For more information, visit the Experian Pandora website.

Using Experian Pandora with Vertica

To assess the quality of your data stored in Vertica using Pandora, follow these steps:

  1. Connect Pandora to Vertica using JDBC.
  2. Select and configure the tables and columns that you want to analyze.
  3. Load the tables and columns into the Pandora repository. Pandora automatically analyzes the quality of the data and stores the results in the repository.
  4. Browse the data quality results. Pandora discovers defects in the data, such as unusual values, inconsistent formats, standard deviation of outliers, and duplicates. You can drill down into the high-level results to view the underlying rows.
  5. Create rules and alerts to monitor the integrity of your data over time.

For more information about Pandora, see the product documentation included in the product download.

Download and Install Experian Pandora

You can download a trial version of Pandora for evaluation. Follow these steps:

  1. Go to https://www.edq.com/ to request a trial of Pandora. You will receive an email containing a link to the latest version.
  2. Download the installer.
  3. Run the installer and follow the steps in the wizard. The installer checks for required software and attempts to install any missing components from your operating system.

On Windows, Pandora is installed in the following directories by default:

  • Pandora application files: C:\Program Files\Experian\Pandora X.X.X
  • Pandora repository: C:\pandora

The Pandora installer lets you perform a Typical, Custom, or Complete installation. With each type of installation, you can choose which of these components to install:

  • Pandora Client—Manages Pandora Server. Available on Windows only.
  • Pandora Server—Performs the data validation. Available for Windows, Unix, and Linux.
  • ODBC drivers (32-bit and 64-bit)—Connect client applications such as Microsoft Excel and Tableau to Pandora Server.
    • You can install the Pandora ODBC drivers on a different machine from the machine that is hosting the Pandora client and server.
    • If your operating system is 32-bit, install the 32-bit driver. If your operating system is 64-bit, you can install either the 32-bit or the 64-bit driver or both.
    • If your application is 32-bit, create a 32-bit DSN. If your application is 64-bit, create a 64-bit DSN. You will use the DSN to connect to Pandora Server from a client application.
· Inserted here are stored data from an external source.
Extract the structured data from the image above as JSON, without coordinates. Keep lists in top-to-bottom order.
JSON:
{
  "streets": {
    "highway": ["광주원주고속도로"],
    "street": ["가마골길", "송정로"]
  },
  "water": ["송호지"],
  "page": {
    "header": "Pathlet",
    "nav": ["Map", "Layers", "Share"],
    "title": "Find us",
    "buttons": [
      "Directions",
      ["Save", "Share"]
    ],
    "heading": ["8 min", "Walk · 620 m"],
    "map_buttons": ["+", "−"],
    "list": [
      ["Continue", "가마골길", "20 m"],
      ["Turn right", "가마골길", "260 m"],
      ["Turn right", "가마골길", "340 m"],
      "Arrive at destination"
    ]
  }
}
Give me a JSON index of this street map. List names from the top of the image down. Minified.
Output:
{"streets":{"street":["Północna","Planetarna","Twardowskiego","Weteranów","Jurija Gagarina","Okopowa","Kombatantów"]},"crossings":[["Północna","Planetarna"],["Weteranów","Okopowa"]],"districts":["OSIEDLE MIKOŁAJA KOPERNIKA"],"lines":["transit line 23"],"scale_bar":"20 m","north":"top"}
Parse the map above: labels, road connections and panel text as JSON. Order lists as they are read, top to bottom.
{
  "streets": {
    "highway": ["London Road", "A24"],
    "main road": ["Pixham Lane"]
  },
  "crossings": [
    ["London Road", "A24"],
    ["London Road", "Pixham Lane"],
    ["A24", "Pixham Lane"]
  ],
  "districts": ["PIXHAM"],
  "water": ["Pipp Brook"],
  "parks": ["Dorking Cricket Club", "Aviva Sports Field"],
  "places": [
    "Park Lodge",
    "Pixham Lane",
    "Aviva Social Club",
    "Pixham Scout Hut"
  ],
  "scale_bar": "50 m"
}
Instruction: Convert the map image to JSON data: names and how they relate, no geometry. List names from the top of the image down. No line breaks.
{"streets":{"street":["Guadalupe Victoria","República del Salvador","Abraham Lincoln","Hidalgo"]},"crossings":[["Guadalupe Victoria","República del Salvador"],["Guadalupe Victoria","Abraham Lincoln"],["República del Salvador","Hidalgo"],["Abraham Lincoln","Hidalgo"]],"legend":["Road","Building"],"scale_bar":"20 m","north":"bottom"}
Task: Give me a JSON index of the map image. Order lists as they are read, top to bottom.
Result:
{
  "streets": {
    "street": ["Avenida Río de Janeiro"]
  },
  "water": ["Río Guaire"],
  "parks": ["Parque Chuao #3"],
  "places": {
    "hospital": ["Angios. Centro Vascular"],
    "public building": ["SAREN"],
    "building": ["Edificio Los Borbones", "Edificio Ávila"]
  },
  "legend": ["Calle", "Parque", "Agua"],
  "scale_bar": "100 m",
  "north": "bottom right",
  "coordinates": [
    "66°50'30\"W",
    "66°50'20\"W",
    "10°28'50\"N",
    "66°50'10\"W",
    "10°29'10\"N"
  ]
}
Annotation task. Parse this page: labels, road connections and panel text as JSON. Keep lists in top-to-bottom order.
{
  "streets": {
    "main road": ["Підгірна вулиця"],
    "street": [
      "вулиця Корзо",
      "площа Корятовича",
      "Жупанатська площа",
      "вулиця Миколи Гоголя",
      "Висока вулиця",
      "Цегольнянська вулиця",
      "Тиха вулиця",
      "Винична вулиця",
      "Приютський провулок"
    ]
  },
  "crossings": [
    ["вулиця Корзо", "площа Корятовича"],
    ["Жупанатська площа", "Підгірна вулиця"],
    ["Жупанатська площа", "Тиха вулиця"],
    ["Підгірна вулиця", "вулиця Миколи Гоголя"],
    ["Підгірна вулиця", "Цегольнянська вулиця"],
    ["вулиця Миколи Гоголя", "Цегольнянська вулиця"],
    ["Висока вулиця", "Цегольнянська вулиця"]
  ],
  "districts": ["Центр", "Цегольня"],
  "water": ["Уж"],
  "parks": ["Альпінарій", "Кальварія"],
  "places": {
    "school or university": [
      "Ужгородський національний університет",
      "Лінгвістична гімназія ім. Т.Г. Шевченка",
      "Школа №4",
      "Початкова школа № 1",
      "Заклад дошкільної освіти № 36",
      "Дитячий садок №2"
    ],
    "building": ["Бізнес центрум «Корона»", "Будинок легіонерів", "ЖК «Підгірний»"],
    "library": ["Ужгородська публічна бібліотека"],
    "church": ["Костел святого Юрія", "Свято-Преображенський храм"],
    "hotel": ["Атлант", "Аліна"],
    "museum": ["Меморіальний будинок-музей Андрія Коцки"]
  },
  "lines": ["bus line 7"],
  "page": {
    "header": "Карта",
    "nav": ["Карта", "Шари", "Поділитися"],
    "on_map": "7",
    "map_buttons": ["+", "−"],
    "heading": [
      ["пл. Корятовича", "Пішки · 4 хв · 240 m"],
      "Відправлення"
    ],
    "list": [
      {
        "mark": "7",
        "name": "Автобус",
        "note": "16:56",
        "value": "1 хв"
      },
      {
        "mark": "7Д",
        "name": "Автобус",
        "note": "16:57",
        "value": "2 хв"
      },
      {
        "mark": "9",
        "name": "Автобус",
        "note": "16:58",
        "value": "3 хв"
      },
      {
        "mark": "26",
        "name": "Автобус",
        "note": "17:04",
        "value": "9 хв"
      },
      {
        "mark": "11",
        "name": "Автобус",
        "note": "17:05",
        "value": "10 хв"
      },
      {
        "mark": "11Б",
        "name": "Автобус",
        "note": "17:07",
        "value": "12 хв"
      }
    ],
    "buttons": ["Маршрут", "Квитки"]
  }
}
Download and Install the Vertica JDBC Driver

Pandora uses Vertica JDBC to connect to Vertica. To install the Vertica JDBC driver, follow these steps:

  1. Go to the Vertica Client Drivers page.
  2. Download the version of the Vertica JDBC driver that is compatible with the architecture of your operating system and the Vertica server version.
  3. Go to the directory of the Pandora repository and paste the Vertica JAR file in the subdirectory drivers\jdbc. For example on Windows, paste the JAR file in C:\pandora\drivers\jdbc.

You do not need to restart Pandora after installing the JDBC driver.

Note Vertica drivers are forward compatible, so you can connect to the Vertica server using previous versions of the client. For more information about client and server compatibility, see Client Driver and Server Version Compatibilityin the Vertica documentation.

Start Experian Pandora

To start Experian Pandora, first start the server, then start the client and create a connection to the server.

Start Pandora Server

Pandora Server runs as a Windows service. You can start the service from the Windows Start menu or by using the Service Manager utility in Windows Control Panel. On the Start menu, locate the Pandora Server program and click thePandora Initialize Database icon.

Start Pandora Client

Follow these steps to start the Pandora client application:

  1. On the Windows Start menu, click Experian Pandora Client.
  2. In the login screen, enter the connection information for Pandora Server:
  3. Server: Name or IP address of the machine running Pandora Server. If Pandora Server and Client are running on the same machine, type localhost.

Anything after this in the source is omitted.